He added that “the work promises to guide the design of new therapies for the 7.5 million Americans who have trouble using their voices, including those with apraxia, trouble planning speech movements, and aphasia, difficulty processing language, which can accompany conditions like autism or result from trauma caused by a stroke.”
For years, researchers tried to link speech functions to brain circuits using electroencephalograms or EEG, which places electrodes on the scalp. Such devices measure quick swings in electrical signals seen as large groups of nerve cells “fire” to transmit electrical signals.
But EEG could not pinpoint the location of nerve circuits with enough resolution, and functional magnetic resonance -- another commonly used technology -- was not fast enough to capture activity patterns related to the conversational planning of replies, said the study authors.
These non-invasive methods leave a critical blind spot in the field’s ability to track what the brain does during everyday conversation, say the authors.
Another technology, electrocorticography (ECoG), overcomes these barriers by placing electrodes not on the scalp, but directly on the surface of the brain. Fast, precise ECoG measurements revealed that the brain achieves natural conversation by combining perception of what is heard, the planning of a reply, and the production of the sounds (articulation) that make up words.
While other ECoG studies have determined the networks related to perception and production, the current study is the first to capture brain activity during the reply planning phase between them, which has been the hardest to study, said the authors.
“Researchers can talk to patients and watch the activity of brain circuits as they talk or listen, but planning has no physical correlate,” said Long.
“When we combined ECoG measures with a technique that asks patients structured questions, we exposed an underlying planning network,” Long added.
To conduct the study, the research team placed electrodes on the brain surfaces of patients during surgeries that were underway to remove either a tumour or brain tissue causing epileptic seizures. In both cases, surgeons place patients under only local anaesthesia initially so they can determine the brain regions that are active as patients talk, thus averting damage to the patient’s speech centres.
Researchers placed arrays of ECoG electrodes on the language-dominant left brain hemispheres of eight patient volunteers. Next, they measured planning responses using a paradigm developed by another lab called the critical information (CI) task, which was designed to control the timing of planning. In each block of questions, a changing keyword, the CI, determines when reply planning starts so brain activity can be tracked in that time window
1. The opposite of soft is what common word?
2. The opposite of hot is what common word?
By changing each question’s wording to present earlier or later key information needed to start the planning of an answer -- the researchers were able to distinguish brain activity related to planning from perception and production. Importantly, the majority of cortical responses were related to only one of these three speech processes, showing that the networks were largely separate for each function.

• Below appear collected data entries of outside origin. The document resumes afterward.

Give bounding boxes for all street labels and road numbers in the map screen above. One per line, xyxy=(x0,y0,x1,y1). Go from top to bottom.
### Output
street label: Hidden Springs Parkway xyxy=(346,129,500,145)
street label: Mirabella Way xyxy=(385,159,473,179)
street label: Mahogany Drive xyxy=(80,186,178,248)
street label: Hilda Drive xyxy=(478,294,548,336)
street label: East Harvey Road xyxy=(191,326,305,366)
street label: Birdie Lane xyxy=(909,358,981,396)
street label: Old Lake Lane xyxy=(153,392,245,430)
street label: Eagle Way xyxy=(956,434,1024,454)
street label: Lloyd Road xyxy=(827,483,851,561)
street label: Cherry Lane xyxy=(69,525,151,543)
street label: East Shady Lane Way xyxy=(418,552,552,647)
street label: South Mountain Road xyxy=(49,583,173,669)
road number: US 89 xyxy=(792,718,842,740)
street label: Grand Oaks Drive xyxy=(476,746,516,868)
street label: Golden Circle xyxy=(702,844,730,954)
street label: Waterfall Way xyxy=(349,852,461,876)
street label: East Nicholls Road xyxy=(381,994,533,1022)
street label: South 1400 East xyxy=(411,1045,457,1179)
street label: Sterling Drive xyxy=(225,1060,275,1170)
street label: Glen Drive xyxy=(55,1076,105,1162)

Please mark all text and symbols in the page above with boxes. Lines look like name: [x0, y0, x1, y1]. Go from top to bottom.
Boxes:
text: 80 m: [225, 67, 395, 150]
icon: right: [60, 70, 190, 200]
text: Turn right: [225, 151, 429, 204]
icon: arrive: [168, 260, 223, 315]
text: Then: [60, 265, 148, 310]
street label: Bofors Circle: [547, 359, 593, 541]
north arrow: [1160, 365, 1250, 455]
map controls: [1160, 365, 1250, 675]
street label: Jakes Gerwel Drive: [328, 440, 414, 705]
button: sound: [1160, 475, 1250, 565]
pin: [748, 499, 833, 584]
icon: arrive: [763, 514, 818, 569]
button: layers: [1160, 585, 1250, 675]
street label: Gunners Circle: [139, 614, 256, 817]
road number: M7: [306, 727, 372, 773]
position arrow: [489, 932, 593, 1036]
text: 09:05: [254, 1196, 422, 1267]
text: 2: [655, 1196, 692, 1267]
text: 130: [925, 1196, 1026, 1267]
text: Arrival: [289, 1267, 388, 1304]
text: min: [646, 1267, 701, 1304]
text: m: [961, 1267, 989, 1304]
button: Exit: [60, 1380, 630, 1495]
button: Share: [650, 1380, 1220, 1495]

In addition, the researchers found that 95.5 per cent of planning electrodes were clustered in a spatially distinct region of the brain, with most planning electrodes centred in the caudal inferior frontal gyrus (cIFG) and the caudal middle frontal gyrus (cMFG). While cIFG, commonly known as “Broca’s region,” has long been known to be important for language, a role for cMFG had not been previously been established.
Furthermore, the team found that the planning network identified with the CI task is also active when patients are preparing to speak during natural, unscripted conversations. After patients finished answering the structured questions, researchers engaged them in several minutes of casual back-and-forth conversation, during which the same patterns related to perception, planning, and speaking appeared in the patient’s brain activity.
“This study provides a first description of the specific brain mechanisms that generate language as we speak in natural, everyday contexts,” said Gregg Castellucci, PhD, a postdoctoral fellow in Long’s lab.
“Crucially, the brain mapping we found using simple, controlled tasks held up in tests of natural human behaviour,” he added.
Along with Long and Castellucci, study authors were Christopher Kovach, Matthew Howard III, and Jeremy Greenlee, of the Department of Neurosurgery at the University of Iowa. Funding was provided by National Institute of Health grants R01 NS113071 and R01 DC015260, as well as by the Simons Collaboration on the Global Brain.